Hi! This is my first question here, so please excuse me if it is too elementary.

I was wondering if the notion of a simultaneous decomposition into eigenspaces could be generalized in a special way I describe below. Let $V$ be a vector space over an algebraically closed field $k$ and let $T \subset \mbox{End}(V)$ be a finite dimensional subspace consisting of pairwise commuting and diagonizable endomorphisms. Than we have a decomposition

$\begin{align*} V = \bigoplus_{\lambda \in T^{\*}} V_{\lambda}, \end{align*}$

where $V_{\lambda} = \lbrace v\in V \hspace{0.3em}\lvert \hspace{0.3em} xv = \lambda v \mbox{ for all } x\in T \rbrace$ and $T^{\*}$ is the dual space of $T$.

I was wondering now if a very similar thing in another context might be possible as well. Some notations first. Let $V$ be as above and let $f \in \mbox{End}(V)$. Then set $\mbox{Hau}(f,\lambda) = \bigcup_{n\ge 0} \mbox{ker}(f-\lambda\cdot\mbox{id})^n$. It is known that $V = \bigoplus_{\lambda\in k} \mbox{Hau}(f,\lambda)$ if and only if $f$ is locally finite.

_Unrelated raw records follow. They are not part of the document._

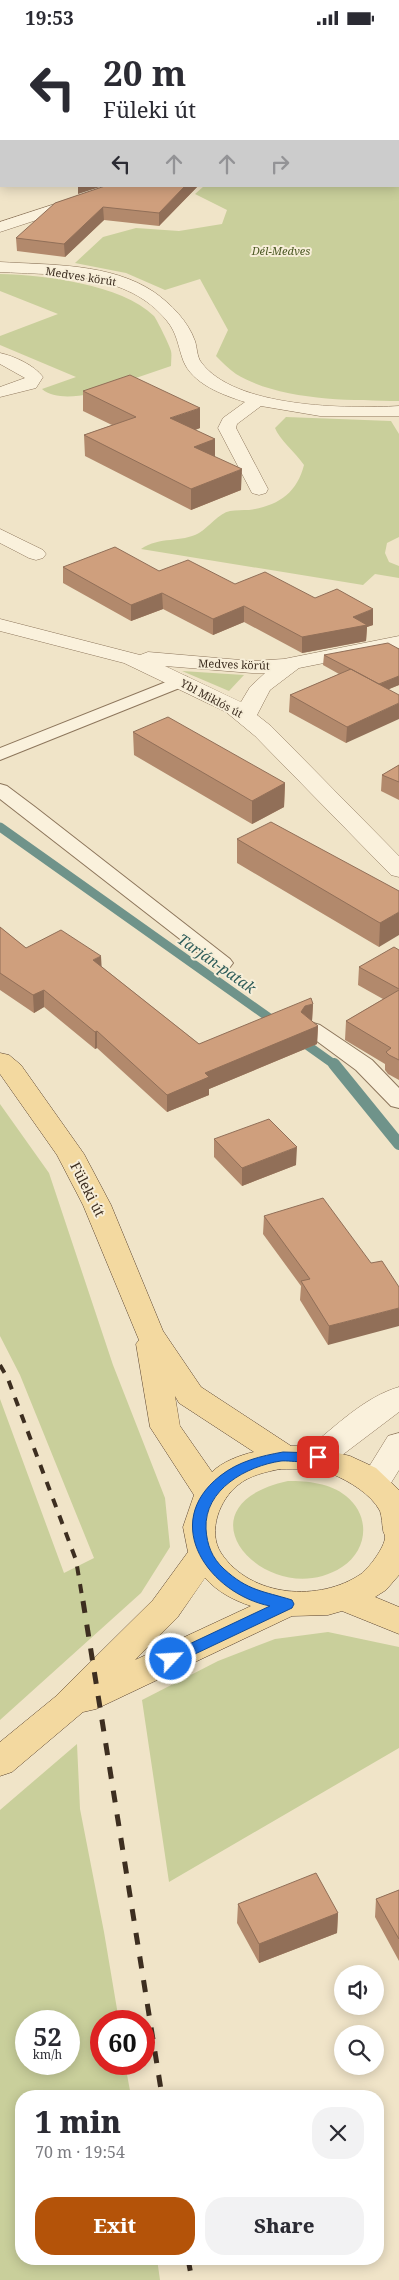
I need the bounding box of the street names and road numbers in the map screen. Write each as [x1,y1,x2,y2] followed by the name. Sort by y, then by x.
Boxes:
[44,263,118,289] street label: Medves körút
[198,655,270,673] street label: Medves körút
[177,675,246,721] street label: Ybl Miklós út
[66,1158,110,1220] street label: Füleki út

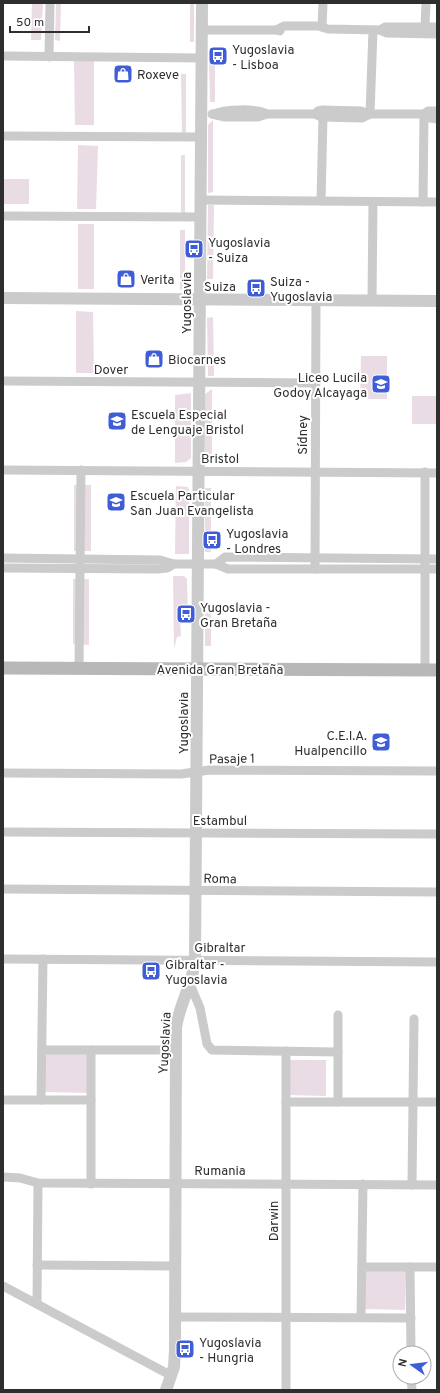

Now let $S\subset \mbox{End}(V)$ be an abelian, finitely generated subalgebra such that each $x\in S$ is locally finite. By $S^{\times}$ I denote the set of algebra homomorphisms $S\to k$ (that map $1$ to $1$) and for $\chi\in S^{\times}$ I denote

$\begin{align*} \mbox{Hau}_s(S,\chi) = \bigcap_s\mbox{Hau}(s,\chi(s)), \end{align*}$

where $s$ runs over all $s\in S$. My question now is the following: is it true that

$\begin{align*} V = \bigoplus_{\chi\in S^{\times}}\mbox{Hau}_s(S,\chi) ? \end{align*}$

I have serious difficulties proving it. My attempts so far have been that $S$ must be isomorphic to $k[x_1, \dots, x_l]/I$ for some $l$, and I tied induction over $l$. The above equality seemed basic enough for me to be found in any text on linear algebra - I thought. But I did not find it. I would be very very glad for any pointers to literature or anything else. Or is the statement false in this way?

Thank you very much.